Data Science bringing down the divide between IT and business

Ville Voutilainen
SPxFiva Data Science
9 min readSep 26, 2023

Introduction¹

Being an organization with long traditions, business and IT units at Bank of Finland and Finnish Financial Supervisory Authority (FIN-FSA) have been living rather separate in the past. Nowadays, however, it is not uncommon for business units to have tech-savvy people working with large datasets and/or programming languages to build advanced statistical models. Such people have various titles within the organization (such as economist, supervisor, researcher, developer, etc.), but they could collectively be referred to as data scientists.

In this article, I describe the typical work of a central bank/supervisory data scientist. The aim is to highlight the workflow of a typical data science project as well as outline the similarities and differences to more common duties in our organization: traditional business analysis, empirical research work, and software development. The highlighted differences and similarities are highly stylized, yet they aim to give a rough grasp of why the role of a data scientist has evolved alongside other duties.

Data science workflow

In this article, I define the term “data science” in a broad way: it is anything where the typical workflow looks something like in the following figure:

Stylized data science project workflow. Adapted from the Six Divisions presented in “50 Years of Data Science” by David Donoho and the “prototyping loop” described in Ville Tuulos’ book “Effective Data Science Infrastructure”.

As with any other kind of project, it all starts with an idea or a question. This can be formulated by the data scientists themselves, or it may come as a given from their manager or subject matter experts. The task could be either a business case, a need for analysis on some topic, or an enhancement to an existing process. When the task requires data, this is where the data scientist starts to excel (pun intended).
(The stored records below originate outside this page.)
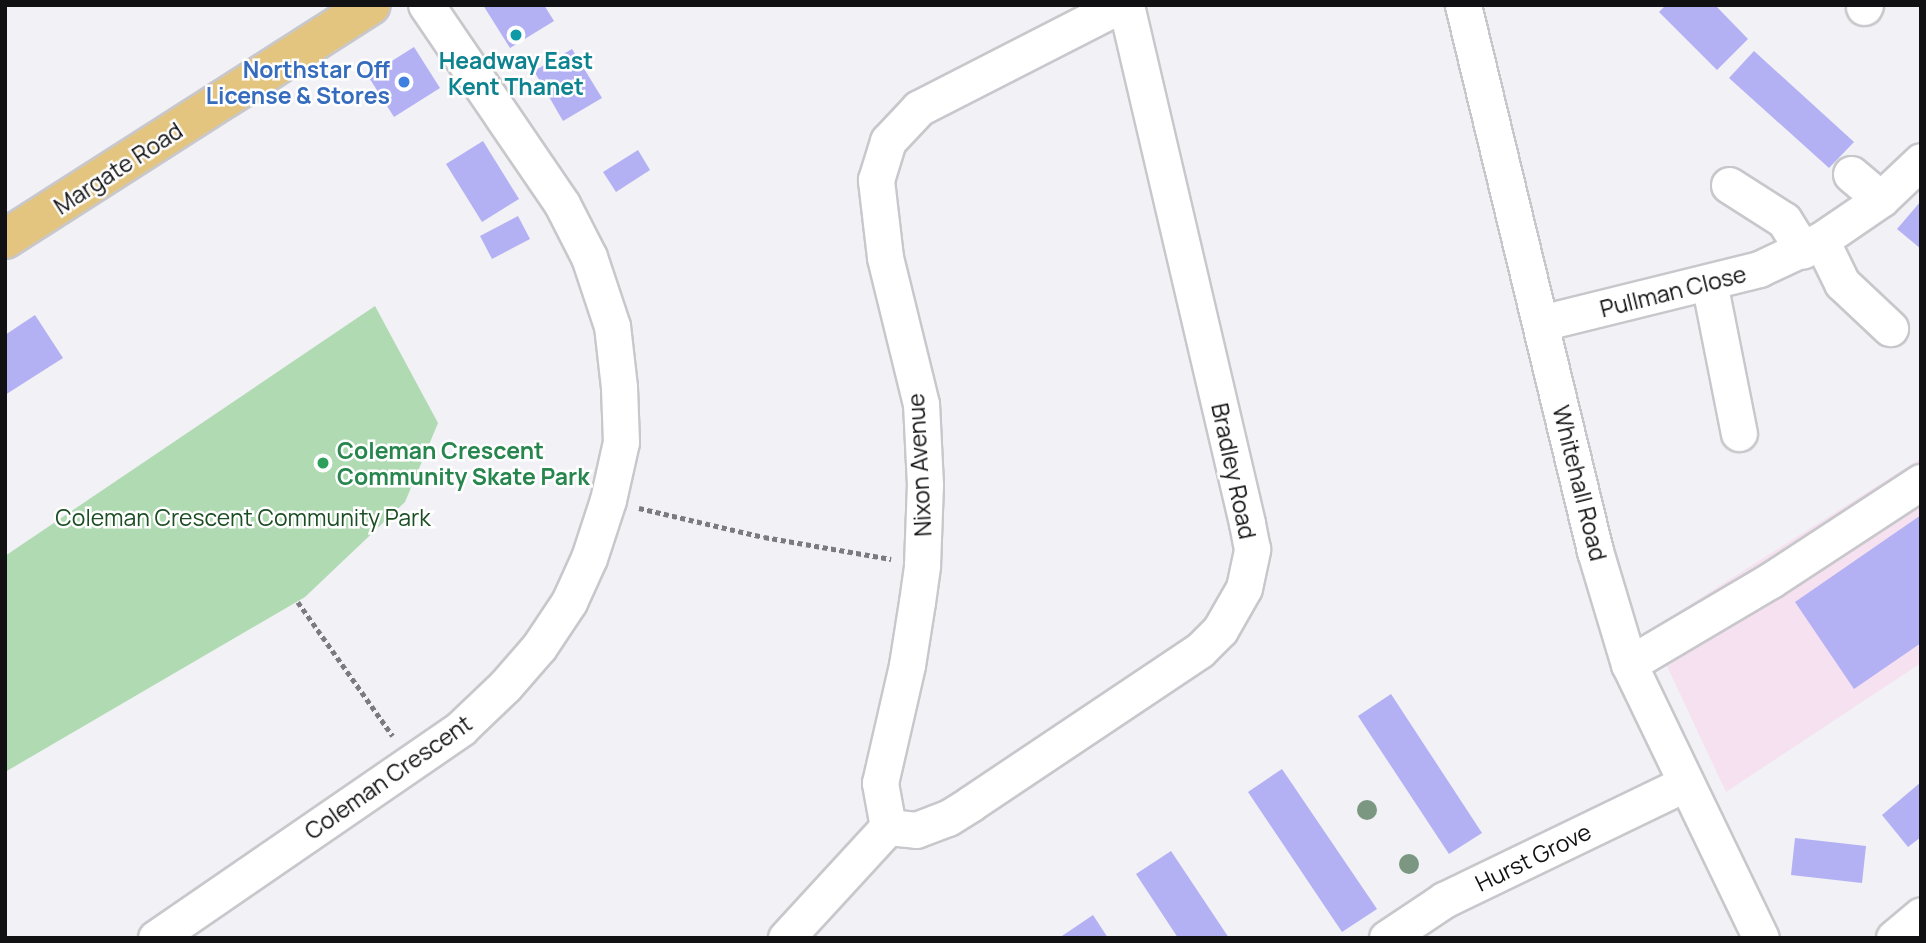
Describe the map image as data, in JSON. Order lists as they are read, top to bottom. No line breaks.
{"streets":{"main road":["Margate Road"],"street":["Pullman Close","Nixon Avenue","Bradley Road","Whitehall Road","Coleman Crescent","Hurst Grove"]},"crossings":[["Pullman Close","Whitehall Road"],["Nixon Avenue","Bradley Road"],["Whitehall Road","Hurst Grove"]],"parks":["Coleman Crescent Community Park"],"places":["Headway East Kent Thanet","Northstar Off License & Stores","Coleman Crescent Community Skate Park"]}
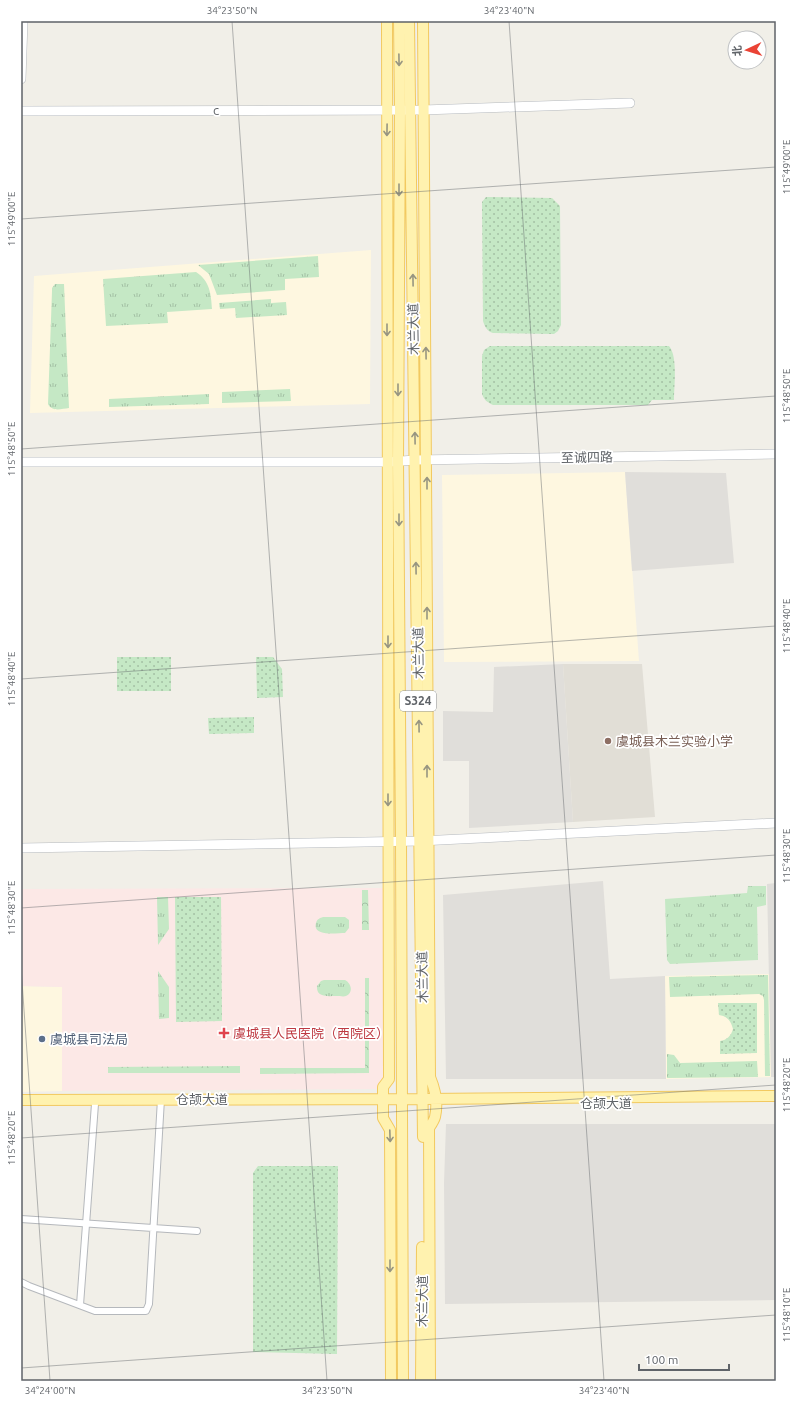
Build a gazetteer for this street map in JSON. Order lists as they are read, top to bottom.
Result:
{
  "streets": {
    "main road": ["木兰大道", "S324", "仓颉大道"],
    "street": ["c", "至诚四路"]
  },
  "crossings": [
    ["c", "木兰大道"],
    ["木兰大道", "至诚四路"],
    ["木兰大道", "仓颉大道"]
  ],
  "places": {
    "other": ["虞城县木兰实验小学", "虞城县司法局"],
    "health": ["虞城县人民医院（西院区）"]
  },
  "scale_bar": "100 m",
  "north": "left",
  "coordinates": [
    "34°23'50\"N",
    "34°23'40\"N",
    "115°49'00\"E",
    "115°48'50\"E",
    "115°48'40\"E",
    "115°48'30\"E",
    "115°48'20\"E",
    "115°48'10\"E",
    "34°24'00\"N"
  ]
}
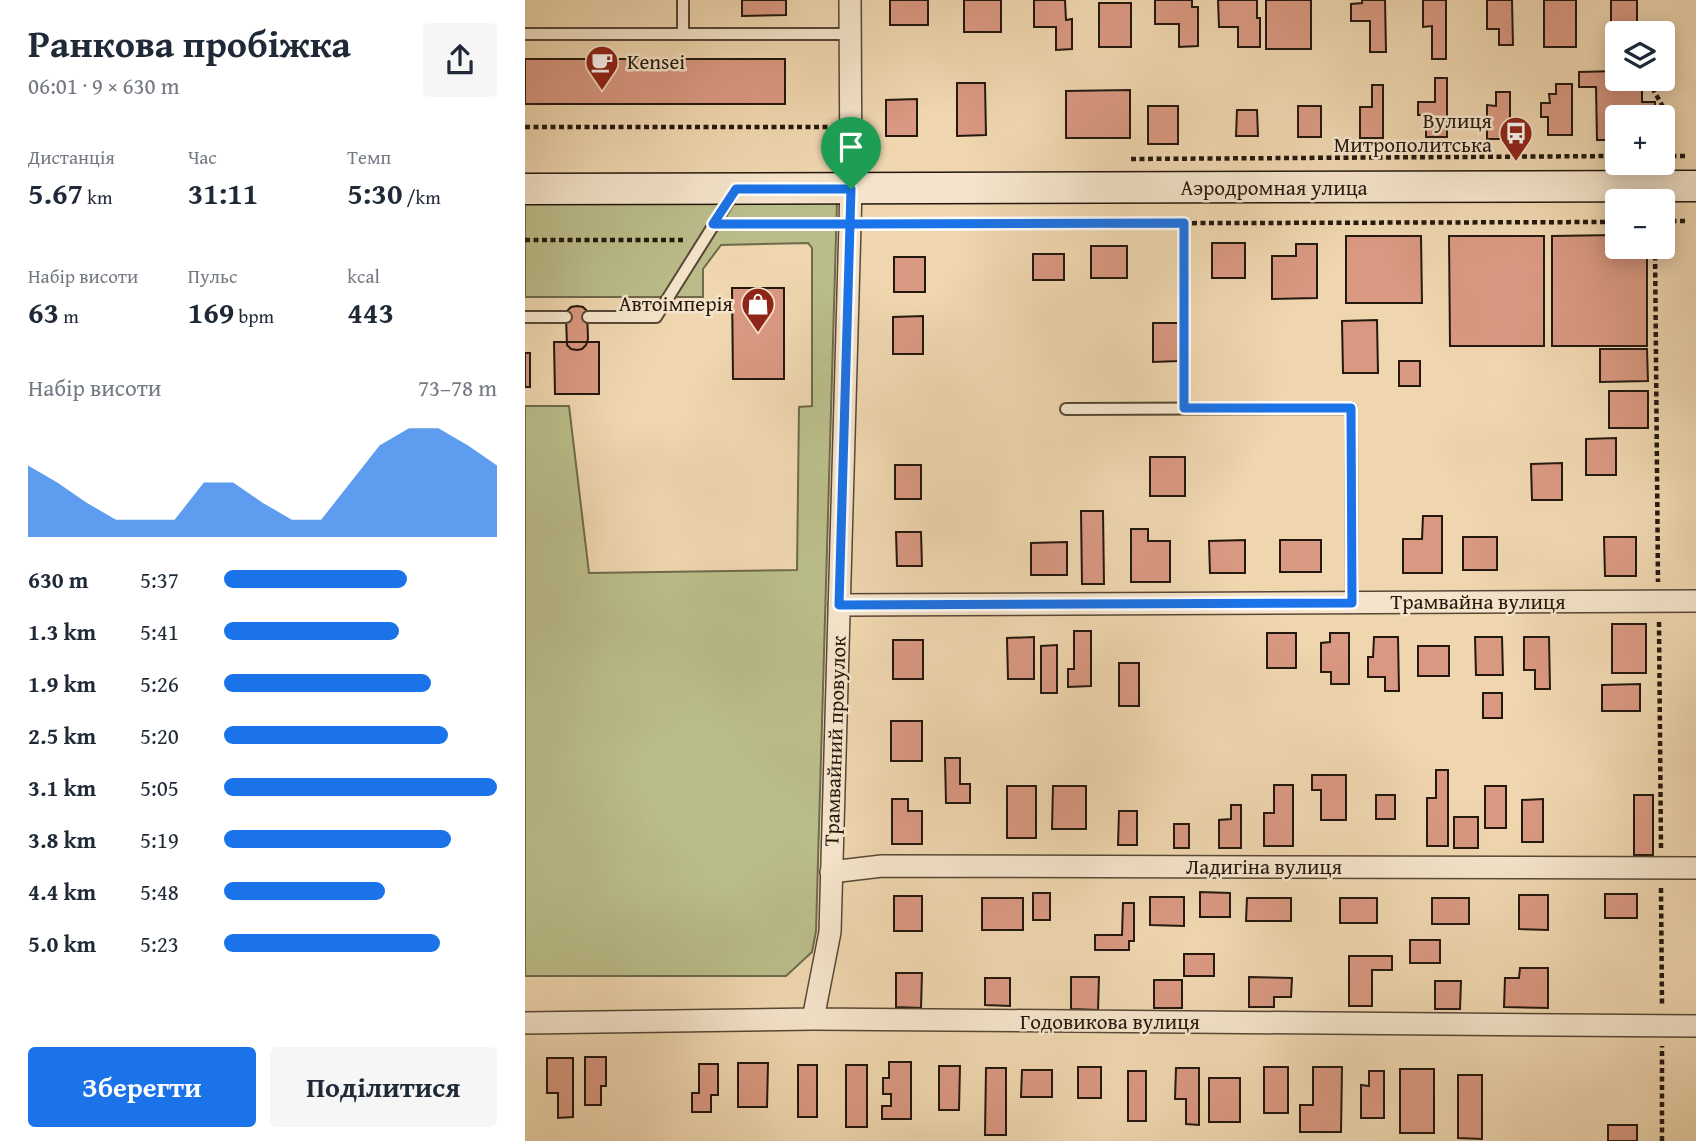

The first essential step is to find out whether appropriate data for the task exists. One of the most important factors is that data scientists typically need to utilize real-life (production-grade) data. One needs real data to answer real business questions, and only in special cases can data scientists operate with, for example, synthetic data.²

Once appropriate data sources are uncovered, the prototyping loop³ is initiated. The loop can be defined to include five parts⁴:

  1. Project-specific ETL⁵: extracting data from databases or data warehouses, doing initial transformations, and loading the data for analysis (e.g., to another warehouse, a computer’s RAM, etc.). The project-specific ETL process comes on top of the ETL processes already conducted towards the data warehouse by a data engineer.
  2. Data representation and wrangling: implementing transformations, feature engineering, or data restructuring to present the data in a more appropriate form.
  3. Computing with data: interacting with data using either dedicated statistical software or programming languages while leveraging various computing clusters to achieve this.
  4. Data exploration and visualization: investigating data, for example, by visual inspections, summary statistics, or simply viewing individual observations. Refining initial hypotheses based on findings.
  5. Data modeling and analysis: can include various flavors of analysis, for example, descriptive, predictive, or causal analysis. This is what ultimately will bring answers to the business questions.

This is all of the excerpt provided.